Best Mate was already a Cheltenham winner by then, though, as he’d won a bumper there on his debut under Rules earlier in the season (he’d won the second of his two starts in Irish points as a four-year-old). He ended the season with an odds-on success in the Mersey Novices’ Hurdle at Aintree, though arguably his best effort all season came in his other defeat when runner-up to the unbeaten Monsignor in the Tolworth Hurdle at Sandown.

Monsignor went on to win the Royal & SunAlliance Novices’ Hurdle at Cheltenham and was spoken of as a future Gold Cup horse himself but a succession of training setbacks meant he never raced again.

The Best was yet to come over fences...

The rangy Best Mate looked an excellent chasing prospect and he duly won all three of his novice chases the following season.

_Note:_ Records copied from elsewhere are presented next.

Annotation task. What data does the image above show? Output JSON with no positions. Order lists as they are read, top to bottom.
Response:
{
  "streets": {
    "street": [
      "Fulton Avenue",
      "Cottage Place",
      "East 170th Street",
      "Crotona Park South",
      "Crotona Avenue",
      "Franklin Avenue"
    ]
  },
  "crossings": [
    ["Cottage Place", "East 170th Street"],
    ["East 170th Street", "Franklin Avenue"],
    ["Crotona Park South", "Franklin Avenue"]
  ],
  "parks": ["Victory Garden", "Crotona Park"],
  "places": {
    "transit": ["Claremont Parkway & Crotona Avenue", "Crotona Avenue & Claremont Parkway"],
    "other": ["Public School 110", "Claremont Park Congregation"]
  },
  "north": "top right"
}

They included the November Novices’ Chase at Cheltenham and the Scilly Isles Novices’ Chase at Sandown after which Timeform’s report on the race described him as ‘banker material for the Arkle Chase’ and ‘an outstandingly good prospect.’

But the cancellation of the Cheltenham Festival due to the foot and mouth outbreak meant Best Mate ended his campaign back over hurdles, finishing second to Barton in the Aintree Hurdle on a track rapidly turning into a quagmire – it was the day of Red Marauder’s Grand National when only two completed without mishap.

Despite having run only three times over fences (he had a Timeform rating of c153P, the large P symbol indicating that he was considered capable of much more improvement), Best Mate was already being compared with the greatest Gold Cup winner of all, though his owner wanted no part in the hype.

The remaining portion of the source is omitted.